I am going to present an another way of visualizing the result.
Visualize the result from using generalized Weights
gwplot uses the calculated generalized weight provided by nn$generalized.weights

 out <- cbind(output$covariate,output$net.result[[1]])  
  dimnames(out) <- list(NULL, c("Amount","Month","nn-output"))  
  head(out)

 #Plotting Generalized weight  
 #The distribution of the generalized weights suggests that the covariate Amount  
 #has no effect on the case-control status since all generalized weights are nearly zero  
 par(mfrow=c(2,2))  
 gwplot(output,selected.covariate="Amount", min=-2.5, max=5)  
 gwplot(output,selected.covariate="month", min=-2.5, max=5)
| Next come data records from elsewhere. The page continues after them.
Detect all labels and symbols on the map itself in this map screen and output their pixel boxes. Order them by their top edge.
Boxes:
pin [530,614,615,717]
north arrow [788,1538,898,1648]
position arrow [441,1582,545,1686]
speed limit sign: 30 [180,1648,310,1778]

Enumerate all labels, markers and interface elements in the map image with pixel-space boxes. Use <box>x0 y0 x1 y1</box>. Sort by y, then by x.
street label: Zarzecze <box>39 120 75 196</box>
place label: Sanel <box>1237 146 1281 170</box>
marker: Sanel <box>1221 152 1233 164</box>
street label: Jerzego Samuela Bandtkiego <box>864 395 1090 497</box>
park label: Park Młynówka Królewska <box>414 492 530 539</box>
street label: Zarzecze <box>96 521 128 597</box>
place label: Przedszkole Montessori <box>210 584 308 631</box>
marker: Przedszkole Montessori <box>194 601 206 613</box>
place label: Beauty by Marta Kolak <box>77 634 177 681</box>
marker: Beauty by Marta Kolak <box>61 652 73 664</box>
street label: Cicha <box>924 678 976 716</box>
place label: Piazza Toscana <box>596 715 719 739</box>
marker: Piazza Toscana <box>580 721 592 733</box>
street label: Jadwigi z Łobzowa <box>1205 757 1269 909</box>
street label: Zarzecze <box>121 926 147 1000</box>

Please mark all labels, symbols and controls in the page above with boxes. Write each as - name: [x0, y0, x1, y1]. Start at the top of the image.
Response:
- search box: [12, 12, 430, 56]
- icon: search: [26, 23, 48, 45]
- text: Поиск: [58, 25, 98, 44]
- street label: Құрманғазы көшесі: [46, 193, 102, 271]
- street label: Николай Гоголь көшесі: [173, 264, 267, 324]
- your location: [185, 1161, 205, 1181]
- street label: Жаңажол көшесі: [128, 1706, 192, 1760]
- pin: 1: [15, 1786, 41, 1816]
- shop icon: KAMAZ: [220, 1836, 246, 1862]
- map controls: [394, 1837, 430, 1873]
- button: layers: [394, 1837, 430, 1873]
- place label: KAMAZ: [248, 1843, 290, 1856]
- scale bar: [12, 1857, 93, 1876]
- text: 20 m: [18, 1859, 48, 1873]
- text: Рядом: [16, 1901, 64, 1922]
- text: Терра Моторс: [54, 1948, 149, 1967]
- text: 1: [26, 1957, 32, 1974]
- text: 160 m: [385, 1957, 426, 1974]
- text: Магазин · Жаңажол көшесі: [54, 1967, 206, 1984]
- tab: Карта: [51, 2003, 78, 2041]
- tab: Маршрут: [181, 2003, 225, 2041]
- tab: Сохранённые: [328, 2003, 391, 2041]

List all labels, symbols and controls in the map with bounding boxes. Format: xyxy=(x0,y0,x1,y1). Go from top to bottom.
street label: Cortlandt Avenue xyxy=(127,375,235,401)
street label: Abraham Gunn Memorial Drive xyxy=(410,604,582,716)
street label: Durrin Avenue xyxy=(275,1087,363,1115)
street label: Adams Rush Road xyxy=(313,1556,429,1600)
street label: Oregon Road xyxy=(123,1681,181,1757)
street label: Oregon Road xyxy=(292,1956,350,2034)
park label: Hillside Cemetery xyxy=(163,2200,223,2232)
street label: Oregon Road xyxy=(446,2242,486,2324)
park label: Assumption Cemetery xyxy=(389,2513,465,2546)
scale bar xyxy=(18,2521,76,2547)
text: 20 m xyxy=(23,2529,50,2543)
The distribution of the generalized weights suggests that the covariate Amount has no effect on the case-control status since all generalized weights are nearly zero

I Added few features in my Data Set with some sense and again did all these steps

 library("neuralnet")  
 data_new <- data;  
 data_new[c("A","B","C")] <- NA  
 data_new$A <- sample(1:10,nrow(data_new),replace = TRUE)  
 data_new$B <- sample(22:30,nrow(data_new),replace = TRUE)  
 data_new$C <- as.numeric(data_new$Transaction =="1")  
 head(data_new)

And after running rest of the code,

 plot(data_new$Amount, data_new$A+data_new$B+data_new$C, main="Transaction vs Amount",   
    xlab="Amount", ylab="A+B+C", pch=1, col="red")  
 output_new <- neuralnet(Transaction ~ Amount+A+B+C,data_new,hidden = 4,threshold = 0.01,linear.output=FALSE, likelihood=TRUE)  
 print(output_new$result)  
 plot(output_new,rep = "best")  
 #How well my Data Fits Here  
 out_new <- cbind(output_new$covariate,output_new$net.result[[1]])  
 dimnames(out_new) <- list(NULL, c("Amount","A","B","C","neural-output"))  
 head(out_new)  
 par(mfrow=c(2,2))  
 #two covariates A and C have a nonlinear effect since   
 #the variance of their generalized weights is overall greater than one  
 gwplot(output_new,selected.covariate="Amount", min=-2.5, max=5)  
 gwplot(output_new,selected.covariate="A", min=-2.5, max=5)  
 gwplot(output_new,selected.covariate="B", min=-2.5, max=5)  
 gwplot(output_new,selected.covariate="C", min=-2.5, max=5)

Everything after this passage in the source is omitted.